Monday, May 29, 2006

Search Engines

Search Engine is a program that searches documents for specified keywords and returns a list of the documents where the keywords were found. Although search engine is really a general class of programs, the term is often used to specifically describe systems like Google, Alta Vista and Excite that enable users to search for documents on the World Wide Web and USENET newsgroups.
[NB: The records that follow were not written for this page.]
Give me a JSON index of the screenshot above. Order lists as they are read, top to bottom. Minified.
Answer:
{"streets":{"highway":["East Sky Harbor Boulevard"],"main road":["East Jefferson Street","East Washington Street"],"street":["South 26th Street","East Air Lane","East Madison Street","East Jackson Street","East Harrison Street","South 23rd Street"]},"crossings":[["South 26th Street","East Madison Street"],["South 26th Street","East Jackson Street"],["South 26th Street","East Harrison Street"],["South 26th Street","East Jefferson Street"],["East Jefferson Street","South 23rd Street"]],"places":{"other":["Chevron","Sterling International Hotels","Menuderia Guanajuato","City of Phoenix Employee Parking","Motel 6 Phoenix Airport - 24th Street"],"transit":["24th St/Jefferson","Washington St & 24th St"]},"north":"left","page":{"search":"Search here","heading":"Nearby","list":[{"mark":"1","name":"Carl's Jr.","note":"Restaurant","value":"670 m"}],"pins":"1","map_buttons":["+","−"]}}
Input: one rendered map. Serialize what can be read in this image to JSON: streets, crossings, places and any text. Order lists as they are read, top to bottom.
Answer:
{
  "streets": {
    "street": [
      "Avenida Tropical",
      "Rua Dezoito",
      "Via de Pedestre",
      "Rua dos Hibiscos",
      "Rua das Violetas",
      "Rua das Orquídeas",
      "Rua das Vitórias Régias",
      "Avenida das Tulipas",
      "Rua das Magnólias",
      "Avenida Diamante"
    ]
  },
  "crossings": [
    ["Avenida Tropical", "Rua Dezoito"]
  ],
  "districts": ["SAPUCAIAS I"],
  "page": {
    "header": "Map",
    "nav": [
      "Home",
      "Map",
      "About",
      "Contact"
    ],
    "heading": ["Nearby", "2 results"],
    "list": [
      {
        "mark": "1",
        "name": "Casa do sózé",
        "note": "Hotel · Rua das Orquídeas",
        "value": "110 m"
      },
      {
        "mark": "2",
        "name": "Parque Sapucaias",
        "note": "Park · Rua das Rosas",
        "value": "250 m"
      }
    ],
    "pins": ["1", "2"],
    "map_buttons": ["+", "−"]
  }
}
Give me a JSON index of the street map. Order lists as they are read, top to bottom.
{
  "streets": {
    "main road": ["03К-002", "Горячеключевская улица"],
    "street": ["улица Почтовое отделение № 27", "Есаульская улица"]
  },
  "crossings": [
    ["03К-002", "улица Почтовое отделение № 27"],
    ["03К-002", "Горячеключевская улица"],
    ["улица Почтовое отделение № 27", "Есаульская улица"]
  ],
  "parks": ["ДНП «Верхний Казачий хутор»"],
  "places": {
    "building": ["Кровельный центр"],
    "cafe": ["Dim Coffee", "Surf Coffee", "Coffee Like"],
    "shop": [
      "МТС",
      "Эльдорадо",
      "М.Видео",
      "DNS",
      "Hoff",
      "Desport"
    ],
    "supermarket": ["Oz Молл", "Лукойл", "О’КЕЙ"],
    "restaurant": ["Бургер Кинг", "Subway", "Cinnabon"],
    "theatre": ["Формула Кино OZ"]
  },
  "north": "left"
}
Typically, a search engine works by sending out a robot, spider or crawler program to fetch as many documents as possible. A robot is a piece of software that automatically follows hyperlinks from one document to the next around the Web. Another program, called an indexer then reads these documents and creates an index based on the words contained in each document. Each search engine uses a proprietary algorithm to create its indices such that, ideally, only meaningful results are returned for each query. Broadly, there are two types of search engines:

1. Individual: Individual search engines compile their own searchable databases on the web.
2. Meta: Metasearchers do not compile databases. Instead, they search the databases of multiple sets of individual engines simultaneously.

Searching Techniques
Keywords are the words or phrase that search engines use to search for the relevant site. In addition to keywords, the user can use various techniques or operators for more accurate results.

1. Use quotes (“ ”): When more than one keyword is entered for search, the search engine takes them to be different and unrelated words. The results displayed may therefore not be accurate. Quotes operator can be used to search the exact term in the same order and thereby filter the information sought.

2. Use (+) or AND: The (+) or AND operators can be used to search more than one word appearing on a webpage not necessarily in the same order. Space must however, be provided after the first word as a matter of syntax.

3. Use (-) or NOT: The (-) or NOT operators can be used to search webpages where the first word is appearing independent of the second word. Space must however, be provided after the first word as a matter of syntax.

4. Use OR: The OR operator if placed between the keywords will display sites containing the either words alone. Space must however, be provided after the first word as a matter of syntax.

5. Use Wildcards (*): The Wildcard (*) operator if followed by atleast four characters would display sites containing the words, which have words whose initial characters are same as the characters entered before wildcard.

6. Use (~): The (~) operator can be used to search not only for a particular keyword, but also for its synonyms.

7. Use (Site: Site name): If one knows the website one wants to search but is not sure where the information is located within that site, one can use a search engine to search only that domain. This can be done by typing the keyword and following it by the word "site" and a colon followed by the domain name in which the search is to be performed.

The most popular search engine today is www.google.com. It has a database of over 8 billion webpages. Some of the facilities provided by the search engine are discussed as under:

1. Cached Links: Google takes a snapshot of each page examined as it crawls the web and caches these as a backup in case the original page is unavailable.

2. Calculator: Google's offers built-in calculator function which can be used to solve math problems involving basic arithmetic, more complicated math, units of measure and conversions, and physical constants.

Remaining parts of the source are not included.